The commission appointed by Gov. Nathan Deal to "reshape our state's education system" began its work Thursday with a set of ambitious goals touching every aspect of k-12 learning. Three dozen commission members , ranging from teachers, principals and administrators to legislators, agency heads and even a newspaper columnist (not yours truly), will split into five sub-committees with specific focuses:
- funding (headed by commission chairman and former UGA president Charles Knapp);
- teacher recruitment, retention and compensation (led by Appling County teacher Pam Williams);
- the "move on when ready" approach to student advancement (chaired by Matt Arthur, deputy commissioner of the Technical College System);
- early childhood education (led by Amy Jacobs, commissioner of the Department of Early Care and Learning); and
- educational options and school choice (headed by Nels Peterson, vice chancellor for legal affairs at the University System of Georgia).
"Your responsibility is to think beyond the confines of the current system," Deal told the group. He asked for a new funding model, to replace the 30-year-old Quality Basic Education formula, "that is based on student need and where the funding truly follows the child" while affording flexibility to local school districts. Deal gave two of the sub-committees, for funding and early childhood education, an aggressive deadline for completing their work: Aug. 1, so that their recommendations can be incorporated into the fiscal 2017 budget he presents to legislators next January.
For teacher recruitment and retention, Deal called for ways to "restore the public respect the teaching profession deserves" as well as financial "incentives and opportunities for career advancement that don't cause our best teachers to leave the classroom." Doing so, he argued, "will go a long way toward improving the quality of education."

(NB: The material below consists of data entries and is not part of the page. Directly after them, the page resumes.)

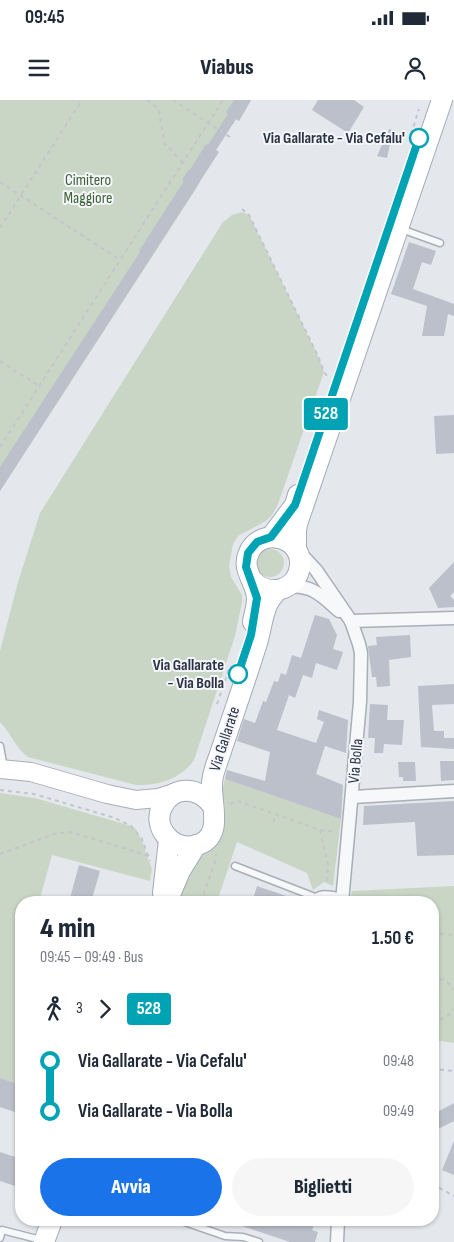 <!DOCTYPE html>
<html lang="it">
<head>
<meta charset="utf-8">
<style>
	body { margin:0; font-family:"Sofia Sans Condensed",sans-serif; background:#f6f6f7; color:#1f2937; height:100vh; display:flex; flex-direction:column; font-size:19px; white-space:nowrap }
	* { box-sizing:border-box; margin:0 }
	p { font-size:16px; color:#747a83 }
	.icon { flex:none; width:28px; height:28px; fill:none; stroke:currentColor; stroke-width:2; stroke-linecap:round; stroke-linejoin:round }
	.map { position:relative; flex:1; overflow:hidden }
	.sheet { position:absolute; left:15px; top:796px; width:424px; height:330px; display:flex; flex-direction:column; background:#fff; border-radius:20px; box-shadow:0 1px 4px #0004 }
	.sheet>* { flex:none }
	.badge { padding:0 10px; border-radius:4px; font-size:18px; line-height:32px }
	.map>.badge { position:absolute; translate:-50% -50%; box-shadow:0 0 0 2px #fff }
	.legs { display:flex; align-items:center; gap:8px; height:55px; padding:0 25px; font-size:16px }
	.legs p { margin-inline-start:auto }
	.summary { display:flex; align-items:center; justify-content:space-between; height:85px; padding:0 25px }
	h1 { font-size:28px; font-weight:800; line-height:38px }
	.action { display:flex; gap:10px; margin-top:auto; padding:10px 25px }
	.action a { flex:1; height:58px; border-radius:30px; background:#1a73e8; color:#fff; font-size:20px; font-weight:800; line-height:58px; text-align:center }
	.action a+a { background:#f6f6f7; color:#1f2937 }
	ul { padding:0 25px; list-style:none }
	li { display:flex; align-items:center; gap:18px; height:50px; font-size:19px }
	li i { display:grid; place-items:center; width:8px; height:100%; margin:0 6px; background:currentColor }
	li i::after { content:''; width:12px; height:12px; margin:-6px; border:4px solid; border-radius:50%; background:#fff }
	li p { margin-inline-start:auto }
	li:first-child i { background:linear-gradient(#0000 50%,currentColor 0) }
	li:last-child i { background:linear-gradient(currentColor 50%,#0000 0) }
	.status { display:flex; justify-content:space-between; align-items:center; height:35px; padding:0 25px; background:#fff; direction:ltr }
	.status svg { height:14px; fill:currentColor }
	header { display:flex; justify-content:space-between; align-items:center; height:65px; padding:0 25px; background:#fff; font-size:22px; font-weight:800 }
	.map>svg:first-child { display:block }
</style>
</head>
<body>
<div class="status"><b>09:45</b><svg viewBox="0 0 49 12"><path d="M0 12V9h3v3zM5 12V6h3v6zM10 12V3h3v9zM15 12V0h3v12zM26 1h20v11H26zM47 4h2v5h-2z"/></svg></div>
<header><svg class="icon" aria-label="menu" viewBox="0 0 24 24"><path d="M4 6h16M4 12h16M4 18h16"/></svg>Viabus<svg class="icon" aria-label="person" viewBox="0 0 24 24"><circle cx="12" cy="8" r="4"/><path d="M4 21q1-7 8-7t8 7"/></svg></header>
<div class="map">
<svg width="454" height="1142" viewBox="0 0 454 1142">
	<rect width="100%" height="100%" fill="#e4e7ec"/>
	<g fill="#c9d6c5">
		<path d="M0,0h251l-12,21 -3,-2 -20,31 -20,39 -196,302z"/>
		<path d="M242,112l7,3 69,141 6,16 -46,132 -6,11 -6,6 -28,15 -5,8 -4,22 2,11 11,18v7l-7,34 -41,124c-13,19 -36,26 -58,25l-108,-28c-13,-9 -17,-24 -28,-35v-71l18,-69 22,-69 183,-291 9,-7z"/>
		<circle cx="270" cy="463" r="14"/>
		<path d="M225,679l116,40 -8,67 -9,-4 -11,8 -6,-17 -70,-31 -20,60h-39l10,-27 12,-19 8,-4 7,-8 10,-22v-16l-3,-14z"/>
		<path d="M0,693l35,5 93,27 8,4 7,14 3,11 6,15 -2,12 -98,-26 -13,47h-18v183l-21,-7z"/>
		<path d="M454,786v157l-21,-3 -1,-138h-82l2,-11z"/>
	</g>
	<g fill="#bbc0ca">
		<path d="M234,0h17l-12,21 -3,-2 -20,31 3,2 -219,339v-24l140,-215 -1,-1 45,-70 -2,-1 7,-11 1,1 16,-26 2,1 20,-31 -2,-2z"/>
		<path d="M318,0h36l10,7 -16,26 -36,-23z"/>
		<path d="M389,29l4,1 -6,28 -10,-2z"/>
		<path d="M409,142l27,9 -5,14 -9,-3 -9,27 41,15v12l-6,-2 -4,22h-22l5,-30 -36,-12z"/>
		<path d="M454,315v38l-18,1 -2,-38z"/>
		<path d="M454,462v30l-4,4 4,4v7l-16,1 -9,-20z"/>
		<path d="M315,515l14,4 8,16 -4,14 10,3 -6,18 -21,-7 -4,15 -9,-3 -8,23 -6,-3 -12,35 39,13 8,-21 -7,-3 2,-9 29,10 -2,33 -21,-7 -9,28 27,11 -2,34 -116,-40 2,-9 38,11 5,-29 -33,-11 7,-22 11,4 8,-22 3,1 8,-21 4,1 3,-9 5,2 6,-20 9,3z"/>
		<path d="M410,535l1,22 -22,3 1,26 -13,1 -1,-10h-4l-4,-31 9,-1 -1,-8z"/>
		<path d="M454,584v20l-22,1 2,26h10v7h10v11l-33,-2 -3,-61z"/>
		<path d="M370,604l18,1 -1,15h17l-2,25 -18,-1 -1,9h-9l1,-15h-7z"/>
		<path d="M440,661h14v19l-13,1z"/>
		<path d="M398,662h17l1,19h-13v-4h-4z"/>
		<path d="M454,701v54l-37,1 -2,-34 -52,3 1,-19z"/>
		<path d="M79,765l21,6 -9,31h-22z"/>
		<path d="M257,786l44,15 -1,1h-48z"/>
		<path d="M0,978l21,7v29l-21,-7z"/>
		<path d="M454,1003v18l-22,11v-17z"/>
		<path d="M454,1041v34l-12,-5z"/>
		<path d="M0,1052l21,7v10l-6,17 -15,-5z"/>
		<path d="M230,1120h78l7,2 -3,8 6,2 -3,10h-25l-60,-20z"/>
	</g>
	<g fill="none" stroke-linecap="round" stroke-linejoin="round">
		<defs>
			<g id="lane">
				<path d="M401,129l39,14"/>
				<path d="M0,646l4,22"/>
				<path d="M235,766l80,31"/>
				<path d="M312,802c6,-12 20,-7 31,-5"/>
				<path d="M179,1120l46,16 18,1 16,5"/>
				<path d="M0,1138l2,-8 39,10"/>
			</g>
			<g id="street">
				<path d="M298,454l5,2 13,14 35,51 8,23 2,9 -1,49 -18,200"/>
				<path d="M287,487c25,-3 35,9 52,24"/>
				<path d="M351,521l103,-3"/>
				<path d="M353,697l101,-6"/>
				<path d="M337,1142l1,-22"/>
			</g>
			<path id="secondary" d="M0,669l31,3 76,22 29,6 22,-2 16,-5"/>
			<g id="primary">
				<path d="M271,437l24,-32 3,-10"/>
				<path d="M296,449v-18l1,-7 145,-424"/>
				<path d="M252,480c16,18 46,11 48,-15 2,-30 -42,-39 -52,-10 -6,16 9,28 9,44 0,8 -3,16 -4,23"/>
				<path d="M212,705c-12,-17 -37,-21 -49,0 -12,21 8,45 31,41 31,-7 17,-40 18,-62 0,-12 7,-25 10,-36 12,-35 24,-70 35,-105 4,-13 5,-28 11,-40 2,-5 7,-9 9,-13"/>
				<path d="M163,793l6,-53"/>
				<path d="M167,802l13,-31 16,-26"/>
				<path d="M44,1142l8,-22"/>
			</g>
		</defs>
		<use href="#lane" stroke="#a9aeb7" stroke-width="9"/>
		<use href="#street" stroke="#a9aeb7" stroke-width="15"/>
		<use href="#secondary" stroke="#a9aeb7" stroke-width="20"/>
		<use href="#primary" stroke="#a3abb8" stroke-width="22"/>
		<g stroke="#c2c5cb" stroke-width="2" stroke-dasharray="4 4" stroke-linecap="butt">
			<path d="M147,0l11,8 7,36 18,19"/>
			<path d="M173,0l57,37"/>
			<path d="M411,34l8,-25"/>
			<path d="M0,82l120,78"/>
			<path d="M242,109l7,6 69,141 6,16 4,5"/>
			<path d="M0,128l82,-128"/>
			<path d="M0,261l39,25"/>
			<path d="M0,347l223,-347"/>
			<path d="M217,604l12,-35"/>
			<path d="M0,690l34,4 81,24 16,8 11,13 8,22"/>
			<path d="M230,704l8,-3 82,29 17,2"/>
			<path d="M273,722l3,-7"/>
			<path d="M320,730l8,35 -1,19"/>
			<path d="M0,754l54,-20 17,-2 81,25"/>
			<path d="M201,802l15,-43v-5"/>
			<path d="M432,833l22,2"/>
			<path d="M432,878c10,0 17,4 22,12"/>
			<path d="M432,920c10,1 17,-4 22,-11"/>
			<path d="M432,969l22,2"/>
			<path d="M432,1084l22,12"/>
		</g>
		<use href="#lane" stroke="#f7f8fa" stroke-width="6"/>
		<use href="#street" stroke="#f7f8fa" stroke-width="12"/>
		<use href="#secondary" stroke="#fff" stroke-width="18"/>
		<use href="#primary" stroke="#fff" stroke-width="20"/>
	</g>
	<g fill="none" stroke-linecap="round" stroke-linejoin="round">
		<defs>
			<path id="line-1" d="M238,574l13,-39 6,-37 -11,-31 2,-14 9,-11 14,-5 24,-32 124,-367"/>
		</defs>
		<use href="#line-1" stroke="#fff" stroke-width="11"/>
		<use href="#line-1" stroke="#00a3b4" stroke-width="8"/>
	</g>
	<g fill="#fff" stroke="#00a3b4" stroke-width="2.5">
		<circle cx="419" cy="38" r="9"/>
		<circle cx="238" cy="574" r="9"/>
	</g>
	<g text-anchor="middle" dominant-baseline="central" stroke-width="4" stroke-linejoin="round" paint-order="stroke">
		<g font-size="16" font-weight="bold" fill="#2b3445" stroke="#f4f6f9" text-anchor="end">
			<text x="405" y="38">Via Gallarate - Via Cefalu'</text>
			<text x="224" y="565">Via Gallarate<tspan x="224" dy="18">- Via Bolla</tspan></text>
		</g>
		<g font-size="16" fill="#3f6138" stroke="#f4f6f9">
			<text x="88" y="80">Cimitero<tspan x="88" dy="18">Maggiore</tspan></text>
		</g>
		<g font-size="16" fill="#2b3445" stroke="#f4f6f9">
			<text transform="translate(225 639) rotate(-72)">Via Gallarate</text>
			<text transform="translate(356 661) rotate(-85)">Via Bolla</text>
		</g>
	</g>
</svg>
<b class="badge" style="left:326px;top:314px;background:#00a3b4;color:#fff">528</b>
<section class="sheet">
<div class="summary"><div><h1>4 min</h1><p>09:45 – 09:49 · Bus</p></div><b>1.50 €</b></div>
<div class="legs"><svg class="icon" aria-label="walk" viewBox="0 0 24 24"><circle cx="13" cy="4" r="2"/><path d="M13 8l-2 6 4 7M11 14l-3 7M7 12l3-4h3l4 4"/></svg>3<svg class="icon" aria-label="forward" viewBox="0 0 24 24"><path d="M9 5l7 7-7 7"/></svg><b class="badge" style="background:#00a3b4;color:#fff">528</b></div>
<ul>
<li><i style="color:#00a3b4"></i><b>Via Gallarate - Via Cefalu'</b><p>09:48</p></li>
<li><i style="color:#00a3b4"></i><b>Via Gallarate - Via Bolla</b><p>09:49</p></li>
</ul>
<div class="action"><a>Avvia</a><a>Biglietti</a></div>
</section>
</div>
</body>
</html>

"Move on when ready," already the subject of a Senate bill this year, is the notion that rigid starting and ending points for grade-level advancement are a hindrance to fast and slower learners alike. "It is common knowledge ... all students do not learn in the same way or on the same schedule," Deal said, suggesting Georgia would be the first state in the country to attempt such a change on such a large scale.
On school choice, Deal charged commission members with finding ways to expand public school choice, potentially including charter schools, new tax credits, Education Savings Accounts and the state's tax credit scholarship . Giving students in failing schools an alternative was, he said, "perhaps closest to my heart."
Knapp noted that, adjusted for inflation, the average weekly earnings for Americans have not improved since 1979. "We really can't be satisfied with that," he said, arguing that "shaking the box" on education was key to helping Georgians compete in a global economy.
Robert Avossa, superintendent of Fulton County schools, suggested the education community is long on "energy around wanting to change," but short on "courage" to do so. "Technology's allowing us to think very differently about how learning occurs, where it occurs, and how kids move through the system at different rates," he said. His counterpart from Hall County schools, Will Schofield, argued k-12 education for the past 75 years has been designed to feed graduates into liberal-arts colleges, and that "the world of work" was saying that was no longer the right goal. "We will not be well-served," he said, "if the solution is to throw more money at the same ways we've been doing things the last 75 years."
The commission's next meeting, in March, is not yet scheduled.